La pluralité des conceptions historiques du monde n'est pas un argument contre la philosophie. Elle lui est essentielle. On peut être heureux d'une sérieuse confrontation de thèses dans un débat. " L'universel ne craint pas le particulier, c'est plutôt l'inverse : un universel qui ne prend pas le temps de s'incarner dans le particulier et d'y vivre en le faisant grandir n'est pas un universel, c'est un arbitraire1. " Le discours oral, parce que vivant, est " la plénitude du discours2 ", moins par son contenu que pour ce qu'il implique la rencontre avec d'autres éclairages. On ne se situe pas ici dans un monde éthéré. Il faut d'ailleurs présupposer tous les participants aussi raisonnables que soi-même pour que la discussion puisse avoir lieu. Et il existe d'emblée " un minimum de communion dans un minimum de valeur3 ". Il y a un véritable attachement à l'esprit et à la fragilité de la démocratie si souvent menacée par la démagogie, les complaisances, les séductions, les compromis, le souci de l'effet sur celui de la vérité.
Aujourd'hui je suis animateur, c'est-à-dire qu'il me faut en appeler à la raison de chacun, certain de la valeur de la discussion et donc de la pensée comme un effort vers la vérité, et je suis plus particulièrement chargé de synthétiser les acquis du débat, de les mettre en cohérence, et d'esquisser une direction. En tant qu'homme de culture je suis aussi chargé de répandre ce que les grands auteurs ont produit, une espèce de vulgarisateur. N'est-ce pas après tout ma spécialité en tant que professeur de philosophie? J'ai d'ailleurs décidé d'élargir ce lieu d'une discussion philosophique à une maison de quartier, certain qu'il faut tout faire pour provoquer l'événement qui peut surgir d'une rencontre exigeante : oser faire preuve de sa raison, dans un don de sa parole, et permettre aux autres de dépasser leurs préjugés, leurs représentations, les déterminations sociales ou les adhérences psychologiques, la violence de leurs impulsions premières pour accéder à une pensée plus organisée.
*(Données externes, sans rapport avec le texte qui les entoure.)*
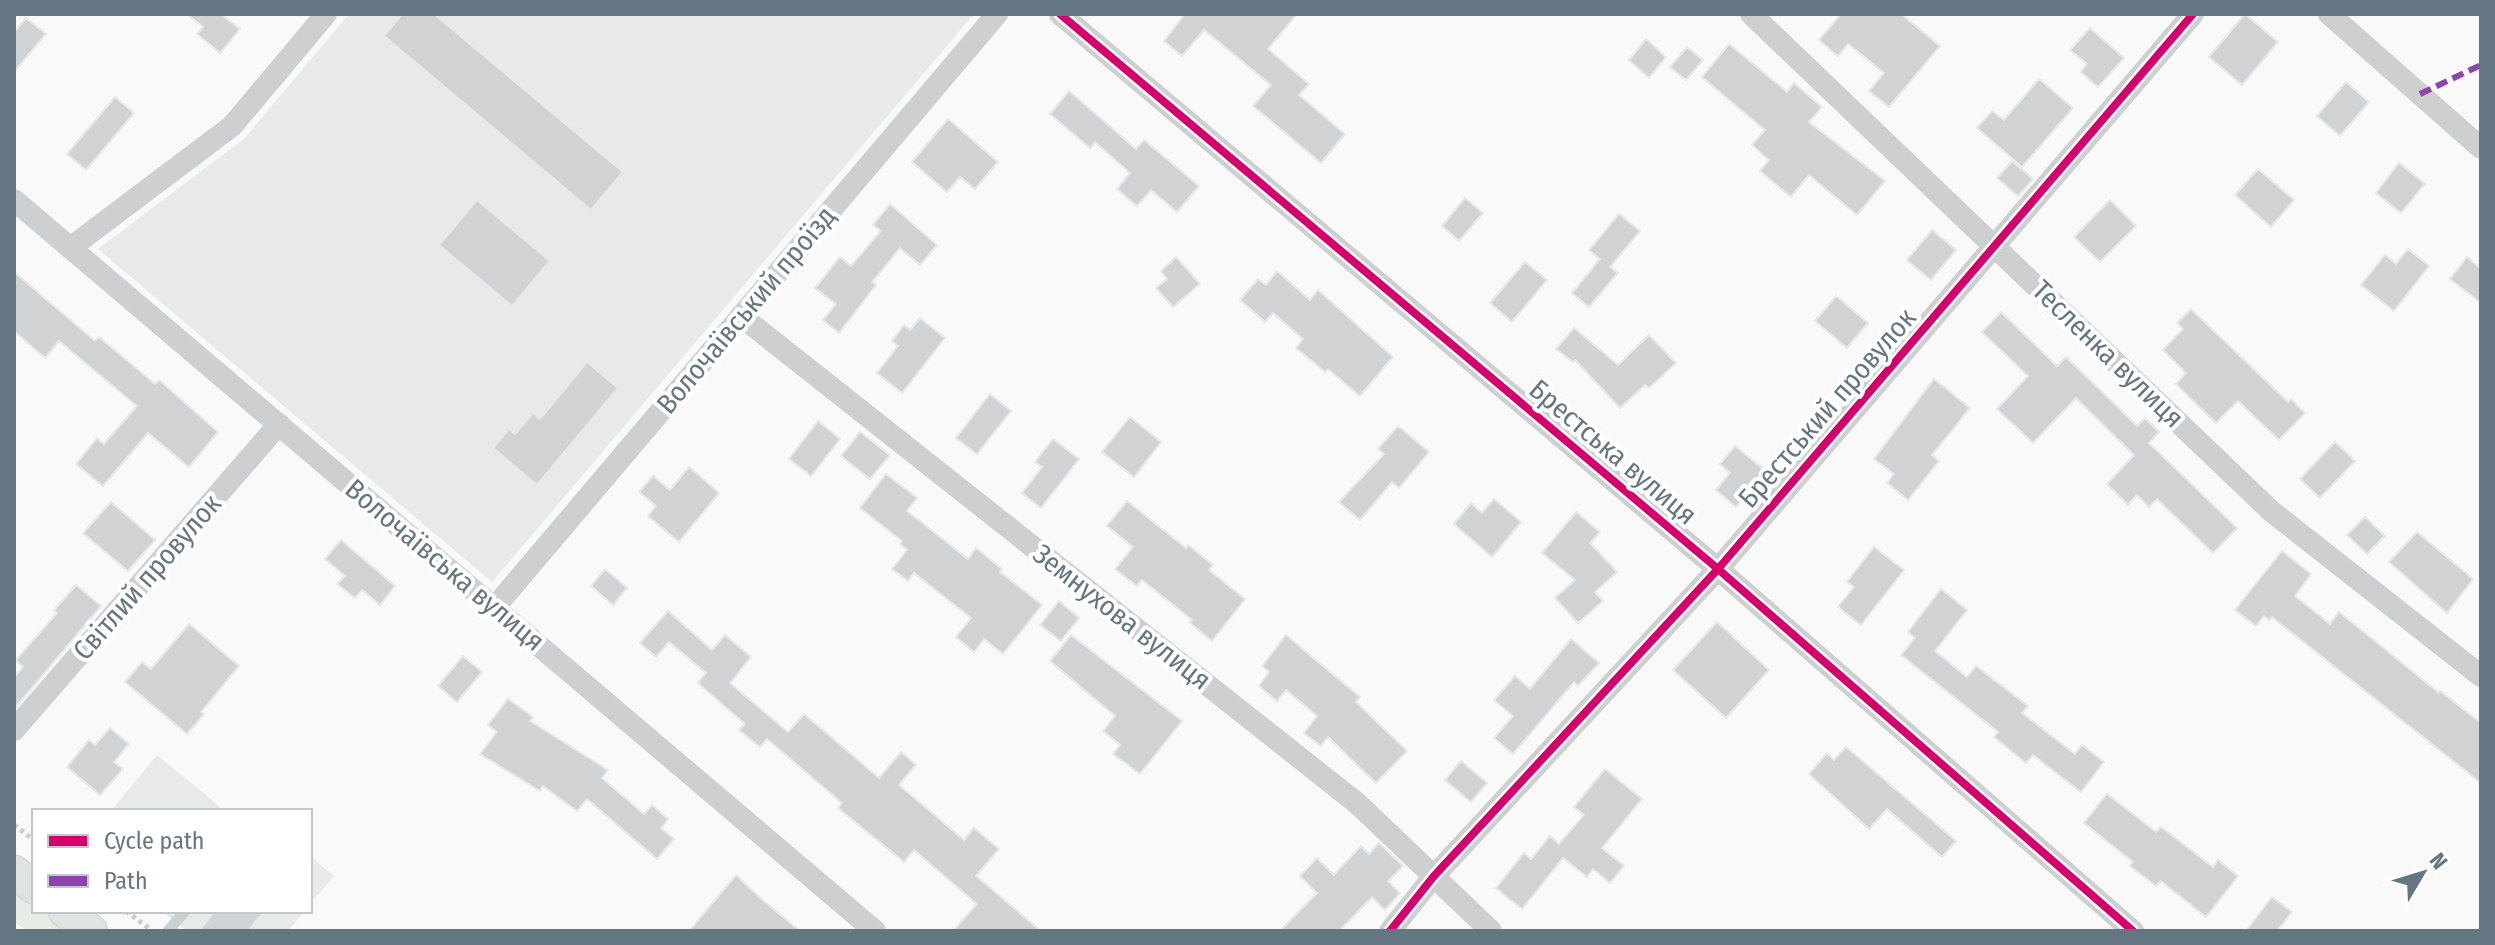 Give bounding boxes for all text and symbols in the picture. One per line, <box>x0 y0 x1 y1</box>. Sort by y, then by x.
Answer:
street label: Волочаївський проїзд <box>650 200 842 420</box>
street label: Тесленка вулиця <box>2026 274 2190 434</box>
street label: Брестський провулок <box>1731 302 1923 514</box>
street label: Брестська вулиця <box>1523 372 1703 532</box>
street label: Волочаївська вулиця <box>339 472 551 658</box>
street label: Світлий провулок <box>66 487 228 667</box>
street label: Земнухова вулиця <box>1027 537 1217 697</box>
legend <box>32 809 312 913</box>
text: Cycle path <box>104 827 204 855</box>
north arrow <box>2383 833 2463 913</box>
text: N <box>2424 847 2453 875</box>
text: Path <box>104 867 148 895</box>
" L'aube de la vérité se lève et le premier geste de l'universalisation s'esquisse quand je prends conscience des discours cohérents différents du mien qui se tiennent à côté de moi et quand je cherche un langage commun4 ". Cette exigence simple est l'effort de la pensée pour surmonter toutes ses entraves, permettre l'accès à l'autre, à un échange où l'on se soumet ensemble à l'effort de clarification, de conceptualisation, d'argumentation, de réfutation. C'est le caractère universel et libérateur de la philosophie.
(1) Philippe Meirieu, Préface du livre de Jacques Billard, Le pourquoi des choses, Nathan pédagogie, Paris, 1994, p. 7.
(2) Emmanuel Levinas, Transcendance et intelligibilité, Labor et Fides, Genève, 1984.
(3) Eric Weil, Philosophie et réalité, Beauchesne, Paris, 1982, p. 283.
(4) Emmanuel Levinas, Difficile liberté, Albin Michel, Paris, 1976, p. 309. On se reportera avec profit à l'article de Claude Roubinet, " En marge de deux textes sur le dialogue ", in Cahiers Eric Weil, Presses Universitaires de Lille, Lille, 1987, pp.197 à 218.